Munchau writes the EU can only politically agree withdrawal agreements that keep the UK aligned as closely as possible with the EU. France fears that the UK might seek a competitive advantage after Brexit. The conclusion is that the EU will always extend the Brexit deadline but, as Munchau says, that strategy is short-sighted and ultimately self-defeating.
In particular, it critically misjudges UK politics. Opinion polls continue to show a widening lead of the Tories over the opposition parties. An Opinium poll in the Observer also showed that Labour has regained its lead over the LibDems. What we think is widely underestimated in Brussels is that the current alignment in UK politics strongly favours a no-deal Brexit. The chaos in British politics is benefiting Johnson more than it benefits opposition leaders. With every court battle, we expect Johnson to consolidate his political position.

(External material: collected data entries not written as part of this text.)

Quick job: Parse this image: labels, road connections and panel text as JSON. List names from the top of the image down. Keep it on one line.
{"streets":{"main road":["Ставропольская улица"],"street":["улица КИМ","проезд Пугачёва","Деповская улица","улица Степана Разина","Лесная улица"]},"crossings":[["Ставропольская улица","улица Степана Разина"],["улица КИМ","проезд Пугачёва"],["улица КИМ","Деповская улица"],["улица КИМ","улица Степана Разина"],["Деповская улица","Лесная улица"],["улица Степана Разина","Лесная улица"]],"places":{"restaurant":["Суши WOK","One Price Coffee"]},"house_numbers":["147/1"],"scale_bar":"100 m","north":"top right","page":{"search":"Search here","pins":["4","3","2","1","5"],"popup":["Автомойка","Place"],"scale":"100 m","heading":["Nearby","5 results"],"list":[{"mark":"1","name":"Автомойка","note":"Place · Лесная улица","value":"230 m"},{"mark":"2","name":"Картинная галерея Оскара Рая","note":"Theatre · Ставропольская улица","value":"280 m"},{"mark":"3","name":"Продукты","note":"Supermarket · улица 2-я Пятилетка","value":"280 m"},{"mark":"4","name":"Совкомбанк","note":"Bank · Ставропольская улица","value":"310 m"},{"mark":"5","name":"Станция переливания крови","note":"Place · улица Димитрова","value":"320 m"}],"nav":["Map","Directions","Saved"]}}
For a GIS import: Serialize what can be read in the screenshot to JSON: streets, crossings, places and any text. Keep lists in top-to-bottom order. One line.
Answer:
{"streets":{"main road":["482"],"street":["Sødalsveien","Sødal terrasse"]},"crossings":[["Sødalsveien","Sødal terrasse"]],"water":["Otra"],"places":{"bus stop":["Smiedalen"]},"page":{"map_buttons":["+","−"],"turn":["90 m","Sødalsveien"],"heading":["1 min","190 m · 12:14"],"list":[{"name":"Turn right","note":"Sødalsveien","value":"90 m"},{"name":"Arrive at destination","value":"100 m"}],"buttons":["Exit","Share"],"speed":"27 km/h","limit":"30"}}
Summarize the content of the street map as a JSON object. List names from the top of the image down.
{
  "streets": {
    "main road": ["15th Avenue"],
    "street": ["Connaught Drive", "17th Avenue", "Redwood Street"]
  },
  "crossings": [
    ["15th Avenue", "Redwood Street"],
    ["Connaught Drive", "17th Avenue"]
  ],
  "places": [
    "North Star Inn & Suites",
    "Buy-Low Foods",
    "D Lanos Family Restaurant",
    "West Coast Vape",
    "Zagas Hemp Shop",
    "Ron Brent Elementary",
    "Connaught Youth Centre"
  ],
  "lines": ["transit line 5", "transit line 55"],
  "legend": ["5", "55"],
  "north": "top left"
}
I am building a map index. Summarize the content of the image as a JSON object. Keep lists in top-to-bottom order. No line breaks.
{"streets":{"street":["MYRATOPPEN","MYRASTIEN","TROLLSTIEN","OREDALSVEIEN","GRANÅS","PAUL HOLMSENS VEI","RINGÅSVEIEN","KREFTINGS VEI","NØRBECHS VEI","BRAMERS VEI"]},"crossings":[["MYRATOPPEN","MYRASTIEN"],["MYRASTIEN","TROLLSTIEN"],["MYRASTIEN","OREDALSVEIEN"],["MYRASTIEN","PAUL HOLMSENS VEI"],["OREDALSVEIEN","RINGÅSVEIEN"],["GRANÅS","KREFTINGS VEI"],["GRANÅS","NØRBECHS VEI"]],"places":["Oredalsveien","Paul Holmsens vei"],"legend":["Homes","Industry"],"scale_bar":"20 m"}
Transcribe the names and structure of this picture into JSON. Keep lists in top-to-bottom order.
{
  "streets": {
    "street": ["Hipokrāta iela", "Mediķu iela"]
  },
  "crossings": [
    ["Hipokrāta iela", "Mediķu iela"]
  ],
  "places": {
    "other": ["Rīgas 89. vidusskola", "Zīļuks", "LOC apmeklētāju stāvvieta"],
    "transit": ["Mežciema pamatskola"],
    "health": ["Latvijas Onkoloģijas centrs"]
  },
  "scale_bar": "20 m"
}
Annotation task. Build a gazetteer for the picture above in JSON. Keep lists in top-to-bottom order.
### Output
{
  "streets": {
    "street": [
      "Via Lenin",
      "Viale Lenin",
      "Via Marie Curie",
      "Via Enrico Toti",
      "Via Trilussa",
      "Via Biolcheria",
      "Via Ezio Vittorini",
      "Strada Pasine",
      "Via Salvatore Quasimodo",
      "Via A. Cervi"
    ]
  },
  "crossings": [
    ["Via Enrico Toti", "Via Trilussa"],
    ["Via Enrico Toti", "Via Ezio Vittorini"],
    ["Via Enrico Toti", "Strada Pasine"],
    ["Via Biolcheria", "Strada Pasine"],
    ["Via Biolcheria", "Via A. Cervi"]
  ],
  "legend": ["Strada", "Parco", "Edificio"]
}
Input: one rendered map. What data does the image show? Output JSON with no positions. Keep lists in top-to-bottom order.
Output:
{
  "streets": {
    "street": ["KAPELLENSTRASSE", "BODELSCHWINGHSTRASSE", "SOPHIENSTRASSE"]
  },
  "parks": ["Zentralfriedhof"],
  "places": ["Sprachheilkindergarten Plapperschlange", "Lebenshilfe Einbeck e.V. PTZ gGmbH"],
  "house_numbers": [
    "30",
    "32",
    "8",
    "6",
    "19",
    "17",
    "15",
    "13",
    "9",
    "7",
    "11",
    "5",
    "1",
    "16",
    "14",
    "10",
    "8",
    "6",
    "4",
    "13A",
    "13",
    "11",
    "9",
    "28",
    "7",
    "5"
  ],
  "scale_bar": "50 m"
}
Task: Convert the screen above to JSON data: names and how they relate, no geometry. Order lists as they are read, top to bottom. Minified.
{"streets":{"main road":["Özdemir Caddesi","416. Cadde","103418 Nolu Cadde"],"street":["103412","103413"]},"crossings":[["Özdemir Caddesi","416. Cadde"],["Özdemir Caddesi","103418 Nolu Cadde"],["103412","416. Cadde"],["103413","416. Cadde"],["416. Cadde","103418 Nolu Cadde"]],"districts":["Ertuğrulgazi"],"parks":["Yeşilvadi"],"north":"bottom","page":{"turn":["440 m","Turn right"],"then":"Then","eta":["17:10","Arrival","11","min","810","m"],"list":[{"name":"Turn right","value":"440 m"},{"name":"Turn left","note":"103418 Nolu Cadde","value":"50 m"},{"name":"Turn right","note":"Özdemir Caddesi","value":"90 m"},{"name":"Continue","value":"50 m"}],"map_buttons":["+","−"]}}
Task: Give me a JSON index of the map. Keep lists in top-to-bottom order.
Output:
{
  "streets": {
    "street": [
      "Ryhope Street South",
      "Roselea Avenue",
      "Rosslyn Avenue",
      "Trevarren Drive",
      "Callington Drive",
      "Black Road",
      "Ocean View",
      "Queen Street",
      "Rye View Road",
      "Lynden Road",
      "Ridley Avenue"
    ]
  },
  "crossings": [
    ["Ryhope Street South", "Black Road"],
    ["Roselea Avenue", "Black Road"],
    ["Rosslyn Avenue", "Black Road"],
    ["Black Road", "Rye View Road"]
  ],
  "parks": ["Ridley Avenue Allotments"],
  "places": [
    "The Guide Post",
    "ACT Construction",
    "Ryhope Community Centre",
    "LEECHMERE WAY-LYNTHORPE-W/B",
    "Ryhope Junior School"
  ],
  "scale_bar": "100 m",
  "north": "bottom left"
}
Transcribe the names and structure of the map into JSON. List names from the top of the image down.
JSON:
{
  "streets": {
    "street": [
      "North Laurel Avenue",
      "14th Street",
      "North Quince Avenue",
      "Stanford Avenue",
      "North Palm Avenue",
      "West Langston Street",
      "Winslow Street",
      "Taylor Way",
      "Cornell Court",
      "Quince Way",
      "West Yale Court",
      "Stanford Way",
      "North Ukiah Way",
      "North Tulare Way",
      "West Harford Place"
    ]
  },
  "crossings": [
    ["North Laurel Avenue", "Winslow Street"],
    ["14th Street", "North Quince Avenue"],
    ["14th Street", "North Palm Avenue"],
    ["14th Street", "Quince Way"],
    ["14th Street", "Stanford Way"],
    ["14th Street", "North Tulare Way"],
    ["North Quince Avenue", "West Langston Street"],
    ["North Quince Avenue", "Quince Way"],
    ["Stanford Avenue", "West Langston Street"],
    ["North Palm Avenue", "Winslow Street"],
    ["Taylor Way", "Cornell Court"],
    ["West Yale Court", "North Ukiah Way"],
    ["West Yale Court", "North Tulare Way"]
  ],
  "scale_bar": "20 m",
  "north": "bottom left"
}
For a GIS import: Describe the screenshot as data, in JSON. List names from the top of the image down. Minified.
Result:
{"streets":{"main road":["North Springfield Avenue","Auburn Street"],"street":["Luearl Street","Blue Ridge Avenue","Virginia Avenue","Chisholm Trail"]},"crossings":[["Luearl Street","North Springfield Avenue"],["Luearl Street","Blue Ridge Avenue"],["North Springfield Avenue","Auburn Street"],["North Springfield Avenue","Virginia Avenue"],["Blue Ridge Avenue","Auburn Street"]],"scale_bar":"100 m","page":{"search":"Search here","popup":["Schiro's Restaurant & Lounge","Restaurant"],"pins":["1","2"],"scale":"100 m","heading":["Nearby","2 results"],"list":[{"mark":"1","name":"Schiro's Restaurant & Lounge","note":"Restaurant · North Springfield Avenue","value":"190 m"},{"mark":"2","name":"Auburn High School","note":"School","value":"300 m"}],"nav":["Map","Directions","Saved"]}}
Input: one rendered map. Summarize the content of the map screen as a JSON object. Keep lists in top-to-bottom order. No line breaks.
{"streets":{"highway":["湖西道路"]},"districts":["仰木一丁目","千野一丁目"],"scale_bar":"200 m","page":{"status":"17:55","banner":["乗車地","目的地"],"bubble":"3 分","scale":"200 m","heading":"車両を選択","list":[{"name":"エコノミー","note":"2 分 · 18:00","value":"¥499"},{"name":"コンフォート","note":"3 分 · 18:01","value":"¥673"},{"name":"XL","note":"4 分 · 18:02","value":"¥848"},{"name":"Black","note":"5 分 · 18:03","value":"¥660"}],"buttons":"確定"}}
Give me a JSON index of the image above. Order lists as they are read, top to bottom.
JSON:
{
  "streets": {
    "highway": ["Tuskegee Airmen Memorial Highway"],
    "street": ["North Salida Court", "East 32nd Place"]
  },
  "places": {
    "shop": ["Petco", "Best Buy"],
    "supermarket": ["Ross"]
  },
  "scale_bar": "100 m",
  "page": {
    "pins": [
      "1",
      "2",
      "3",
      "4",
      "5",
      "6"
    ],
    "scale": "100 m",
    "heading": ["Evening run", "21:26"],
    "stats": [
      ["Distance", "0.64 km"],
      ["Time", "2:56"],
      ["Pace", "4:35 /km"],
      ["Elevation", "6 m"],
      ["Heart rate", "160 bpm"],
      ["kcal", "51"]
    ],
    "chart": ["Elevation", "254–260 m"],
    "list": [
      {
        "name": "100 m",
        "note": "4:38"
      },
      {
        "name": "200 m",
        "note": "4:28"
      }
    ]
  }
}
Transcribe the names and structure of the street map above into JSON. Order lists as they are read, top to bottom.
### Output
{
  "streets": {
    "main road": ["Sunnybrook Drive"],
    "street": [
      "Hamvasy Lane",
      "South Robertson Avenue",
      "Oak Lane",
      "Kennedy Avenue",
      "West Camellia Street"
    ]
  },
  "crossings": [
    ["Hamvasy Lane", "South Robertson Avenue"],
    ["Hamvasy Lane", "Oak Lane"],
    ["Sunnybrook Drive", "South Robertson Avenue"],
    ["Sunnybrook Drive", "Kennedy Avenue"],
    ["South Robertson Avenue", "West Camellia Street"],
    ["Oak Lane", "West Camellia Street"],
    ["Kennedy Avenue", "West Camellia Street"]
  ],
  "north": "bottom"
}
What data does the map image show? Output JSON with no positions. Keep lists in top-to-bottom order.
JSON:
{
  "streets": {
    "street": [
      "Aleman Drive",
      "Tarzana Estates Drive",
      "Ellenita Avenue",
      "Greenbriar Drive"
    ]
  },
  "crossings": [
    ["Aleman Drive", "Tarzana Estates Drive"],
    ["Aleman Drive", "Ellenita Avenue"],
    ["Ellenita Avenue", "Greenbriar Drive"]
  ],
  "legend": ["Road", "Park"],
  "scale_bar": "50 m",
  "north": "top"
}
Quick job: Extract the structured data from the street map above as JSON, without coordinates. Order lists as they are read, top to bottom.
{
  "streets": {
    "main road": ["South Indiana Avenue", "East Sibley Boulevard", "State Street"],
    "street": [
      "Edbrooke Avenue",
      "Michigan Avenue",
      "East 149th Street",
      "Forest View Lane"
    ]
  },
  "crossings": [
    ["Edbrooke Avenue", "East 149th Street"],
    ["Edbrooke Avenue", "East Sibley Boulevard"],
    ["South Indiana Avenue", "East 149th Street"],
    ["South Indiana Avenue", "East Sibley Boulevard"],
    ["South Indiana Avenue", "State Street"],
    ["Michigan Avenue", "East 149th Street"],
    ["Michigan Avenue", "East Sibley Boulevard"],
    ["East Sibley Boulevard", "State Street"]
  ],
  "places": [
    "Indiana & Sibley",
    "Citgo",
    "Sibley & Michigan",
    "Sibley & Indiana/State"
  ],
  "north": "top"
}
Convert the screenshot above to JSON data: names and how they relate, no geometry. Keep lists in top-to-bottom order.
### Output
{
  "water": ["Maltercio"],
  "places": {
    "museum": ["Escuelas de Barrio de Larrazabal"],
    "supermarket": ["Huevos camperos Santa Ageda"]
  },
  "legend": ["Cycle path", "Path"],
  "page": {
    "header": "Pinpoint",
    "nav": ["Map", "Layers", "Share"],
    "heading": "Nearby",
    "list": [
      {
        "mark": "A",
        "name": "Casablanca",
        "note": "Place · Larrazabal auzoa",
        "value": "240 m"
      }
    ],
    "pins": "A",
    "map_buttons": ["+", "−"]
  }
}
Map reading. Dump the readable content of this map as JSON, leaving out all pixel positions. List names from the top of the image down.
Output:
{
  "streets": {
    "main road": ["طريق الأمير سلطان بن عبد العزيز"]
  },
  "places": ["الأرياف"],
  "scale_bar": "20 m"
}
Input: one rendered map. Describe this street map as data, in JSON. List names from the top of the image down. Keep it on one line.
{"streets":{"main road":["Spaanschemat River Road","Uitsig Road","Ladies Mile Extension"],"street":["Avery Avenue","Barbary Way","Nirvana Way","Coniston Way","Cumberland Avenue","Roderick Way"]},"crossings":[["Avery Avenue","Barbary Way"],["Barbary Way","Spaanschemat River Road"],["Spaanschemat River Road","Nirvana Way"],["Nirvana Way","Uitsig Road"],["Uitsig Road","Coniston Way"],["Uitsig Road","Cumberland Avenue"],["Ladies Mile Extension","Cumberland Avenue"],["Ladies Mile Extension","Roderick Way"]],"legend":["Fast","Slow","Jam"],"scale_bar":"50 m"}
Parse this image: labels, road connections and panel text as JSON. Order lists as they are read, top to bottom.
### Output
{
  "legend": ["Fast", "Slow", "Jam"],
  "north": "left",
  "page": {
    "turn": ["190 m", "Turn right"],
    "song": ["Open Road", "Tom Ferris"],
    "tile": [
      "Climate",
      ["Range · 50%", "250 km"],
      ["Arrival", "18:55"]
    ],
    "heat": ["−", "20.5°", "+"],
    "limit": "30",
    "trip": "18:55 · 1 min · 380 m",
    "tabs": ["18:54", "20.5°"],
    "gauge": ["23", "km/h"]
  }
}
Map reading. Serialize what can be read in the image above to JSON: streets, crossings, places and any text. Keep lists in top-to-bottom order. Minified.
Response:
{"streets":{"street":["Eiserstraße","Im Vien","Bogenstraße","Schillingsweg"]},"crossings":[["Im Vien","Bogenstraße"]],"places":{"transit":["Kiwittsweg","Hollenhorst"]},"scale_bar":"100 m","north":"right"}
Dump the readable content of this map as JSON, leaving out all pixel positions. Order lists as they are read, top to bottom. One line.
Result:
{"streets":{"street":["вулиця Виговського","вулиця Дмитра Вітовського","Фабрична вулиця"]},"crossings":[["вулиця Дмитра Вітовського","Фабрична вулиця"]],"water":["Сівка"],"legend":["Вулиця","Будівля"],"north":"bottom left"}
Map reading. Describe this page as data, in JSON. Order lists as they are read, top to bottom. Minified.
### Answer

Consolidating Political Opinion
Something happened today in the UK parliament that show the extent of political power consolidation. A Tweet chain has the results.
21 Expelled Tories Will Not Let MPs Seize Control
The rebel ex-Tories will not go along with an Parliament takeover
Jo Swinson and the Liberal Democrats have repeatedly rule against a caretaker government led by Jeremy Corbyn
Jeremy Corbyn refuses to support any caretaker government unless led by him
There is now actually Parliament support for the deal proposed by Johnson
Note the irony of point 4.
Theresa May and the EU had a deal that Parliament would not accept. Now Johnson and Parliament has a deal that the EU will not accept.
The DUP, rebel Tories, hardline Tories, and even some Labour MPs are all willing to go along with an Irish Sea solution.
As noted in Brexit Irony: EU Rejects Its Own Proposal the EU proposed a border in the Irish Sea and Theresa May rejected that offer because DUP would not go along.
Theresa May instead accepted the worst possible deal for the UK.
Miscalculation or On Purpose?
France may very well want the UK out on a hard deal for reasons we don’t fully understand. That said, Germany does get hit harder than France in a No Deal setup.
Possibly it’s just a large last-minute bluff.
But perhaps Eurointelligence has this right. The EU has seriously misjudged UK politics.
And that’s another irony in this mess. It was the UK who for the longest time misjudged the EU.
The final irony is that by attempting to take “No Deal” off the table, Remainers just may have sealed the fate.
Even the expelled Tories have had enough.
Two Lies Exposed
It’s now clear that taking No Deal off the table was a gigantic lie from the start.
Labour, SNP, and some of the expelled Tories did not want to block “No Deal”, they want to remain.
If Ireland will not go along with Johnson’s offer, then it never would go along with anything. This exposes the Backstop for what it really is: A lie to keep the UK in perpetual limbo forever.